Ах, все они еще, нет-нет, оживают в нас, юные чувства, юные, романтичные иллюзии! Где-то, там, не здесь – хорошо, радостно, счастливо! Тянет, манит, зовет!.. Когда-то верилось в этот зов, как в реальность… Но ведь уже все-все было – и поездки «в никуда», и погоня за химерами, и умные разговоры с друзьями, которые были сплошь суетой и мнимостью – и друзья, и разговоры – и «красивые женщины», почти всегда с той же мерой пошлости, как у иных, «некрасивых»…
Все было, все было… Это рецидив юности с ее «отвлеченностью», с ее надеждами на неизвестно что, с ее щемяще-нетерпеливым требованием радости и счастья!..
Как тогда верилось в возможность всего этого – стоит только оставить свой дом, стоит только очутиться «где-то» вместо «здесь», поискать получше – и все воздастся этим радостным счастьем!

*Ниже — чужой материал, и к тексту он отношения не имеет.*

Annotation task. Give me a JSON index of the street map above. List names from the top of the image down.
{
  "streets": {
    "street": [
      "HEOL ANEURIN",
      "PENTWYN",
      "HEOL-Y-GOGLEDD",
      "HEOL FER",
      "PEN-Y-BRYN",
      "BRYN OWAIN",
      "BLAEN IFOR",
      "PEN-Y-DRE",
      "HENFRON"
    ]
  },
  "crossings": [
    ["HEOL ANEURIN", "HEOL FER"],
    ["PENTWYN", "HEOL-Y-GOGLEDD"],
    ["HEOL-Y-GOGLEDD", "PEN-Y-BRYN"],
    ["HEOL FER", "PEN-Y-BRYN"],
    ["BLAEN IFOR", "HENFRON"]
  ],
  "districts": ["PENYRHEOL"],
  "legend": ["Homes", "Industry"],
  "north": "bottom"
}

Юность с ее «центробежными» понятиями о счастье! Возраст делает эти понятия все больше – «центростремительными». Что ж, – хорошая погода? Открой окно. Вот гроздь еще свежей сирени наверху куста. Разве не это – счастье? Вон стайка воробьев, шумным веером, наискосок, полоснула по кусту, уселась – замерла. Разве не это – счастье? А, может, все лишь беспокойный – «угрюмый, тусклый угль желанья»? Подойди тогда к полке книжной. Возьми что-нибудь из любимого. Монтень?.. Пушкин?.. Олеша?.. По настроению. Или, напротив, «устраняющее настроение» – рецидив той же, «туманной юности»…
Дорожи досугом и тишиной! И мыслью умного друга – никогда не бывает он пошл, эгоистичен, лукав. Ведь он – из книги. Он – настоящий, вечный, надежный! Он был другом многих поколений людей до тебя – и каждый раз выдерживал труднейшее испытание дружбой! Многим ли живым это дано? И не в этом ли тоже – счастье?

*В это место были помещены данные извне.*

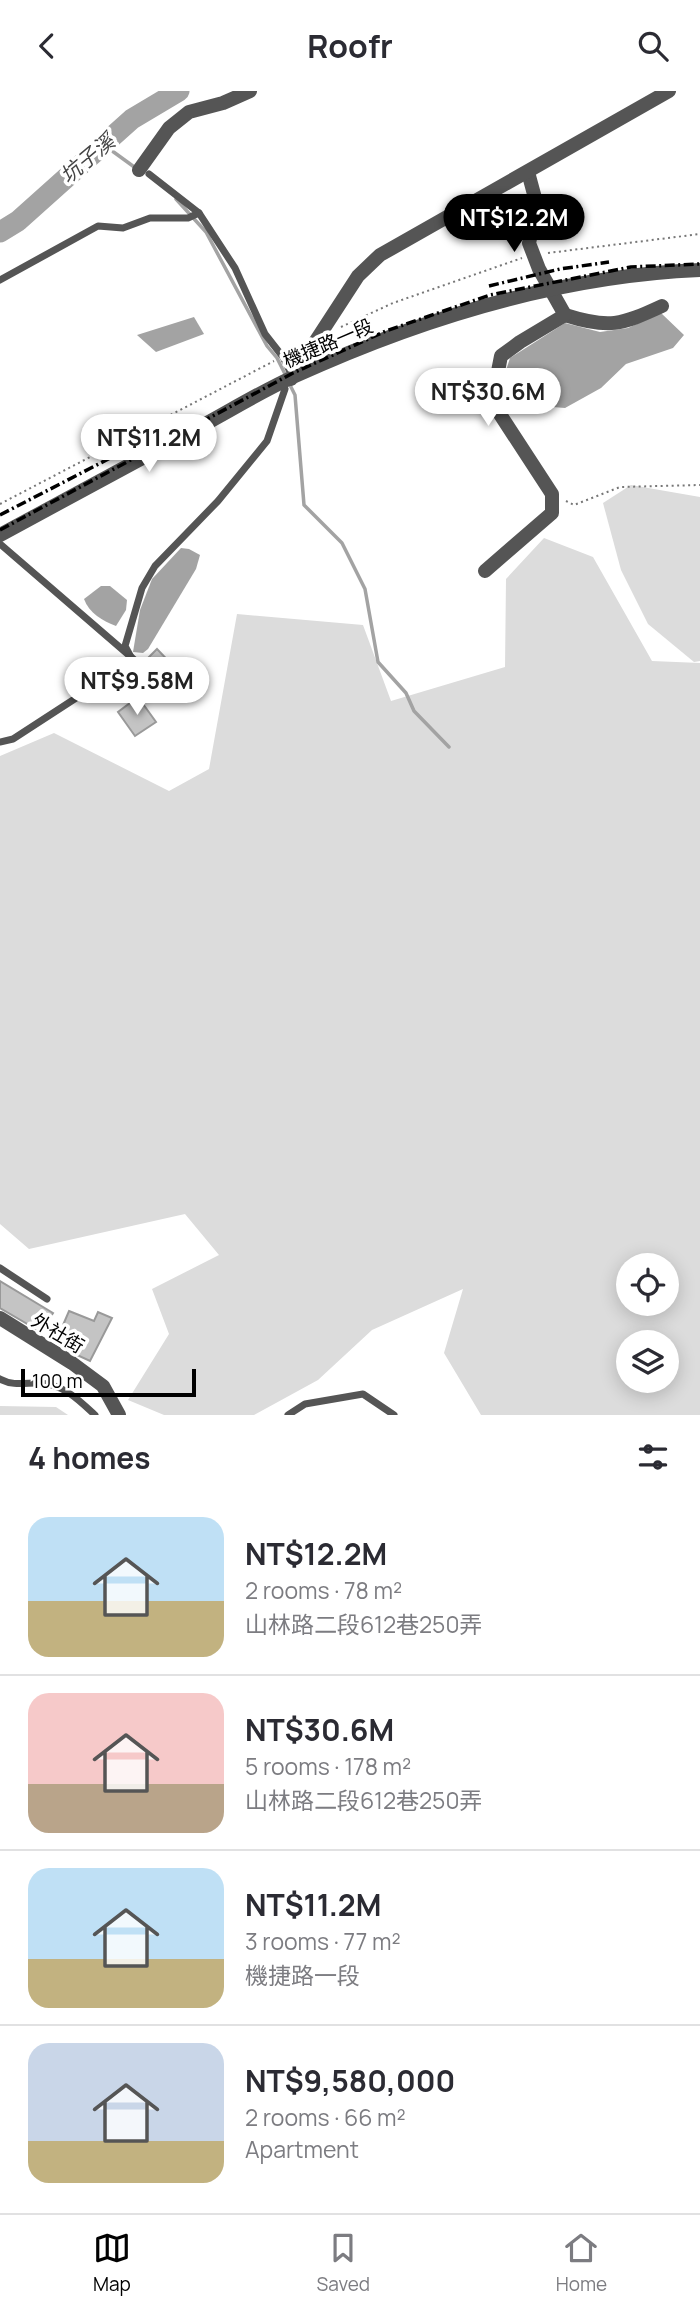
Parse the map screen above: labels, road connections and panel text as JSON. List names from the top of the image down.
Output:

…Ходит сутуло, набычившись, вид у него – настороженно-прислушивающийся, присматривающийся, но, впрочем, лишенный агрессивности. Скорей всего – есть в этой настороженности готовность тут же пошутить, превратить в шутку повстречавшуюся сложность или неприязнь… Мужичок из хитрых. Себе на уме…
Он, конечно, эгоист – но, во-первых, именно добродушный, во-вторых, с мужицкой хитринкой недоверия, точно знает, что все вокруг только для того и живут на свете, чтоб его надуть, обойти и поэтому ему надо быть всегда настороже, держать ухо востро… А это подчас означает – что он первый надувает. Из «самообороны», «нехотя».
Странно, он кажется не тщеславен, а вот слава почему-то долго к нему присматривалась, наконец, ее «машина» твердо на нем остановила свой выбор! Этот – ее понесет достойно, не уронит, будет – «соответствовать»… Знать, в самом деле ничего нет в мире случайного…
Есть всегда – в каждое время своя «конструкция» – машины славы. Газеты в этом играют немалую роль. Хотя, опять же, – по времени – роль эта меняется. Наши газеты, например, не любят сенсаций, сплетен, очернительства. Зато обожают – «похвальбу»… Обожают кого-то восхвалять! Хвала – одна из важнейших частей (даже агрегатов!) в машине славы! Вот «машина» и присматривается не спеша к «объекту». Сумеет ли понести ее однозначное, растущее, безоговорное бремя? Будет ли «соответствовать»? Чтоб каждым шагом в жизни, каждым поступком, главное, каждым словом (как никогда прежде, слово в наше время обретает первостепенную важность! Оно становится главным поступком человека!) попадать в тон, в эти резонансные, ширящиеся и расходящиеся колебания эфира славы?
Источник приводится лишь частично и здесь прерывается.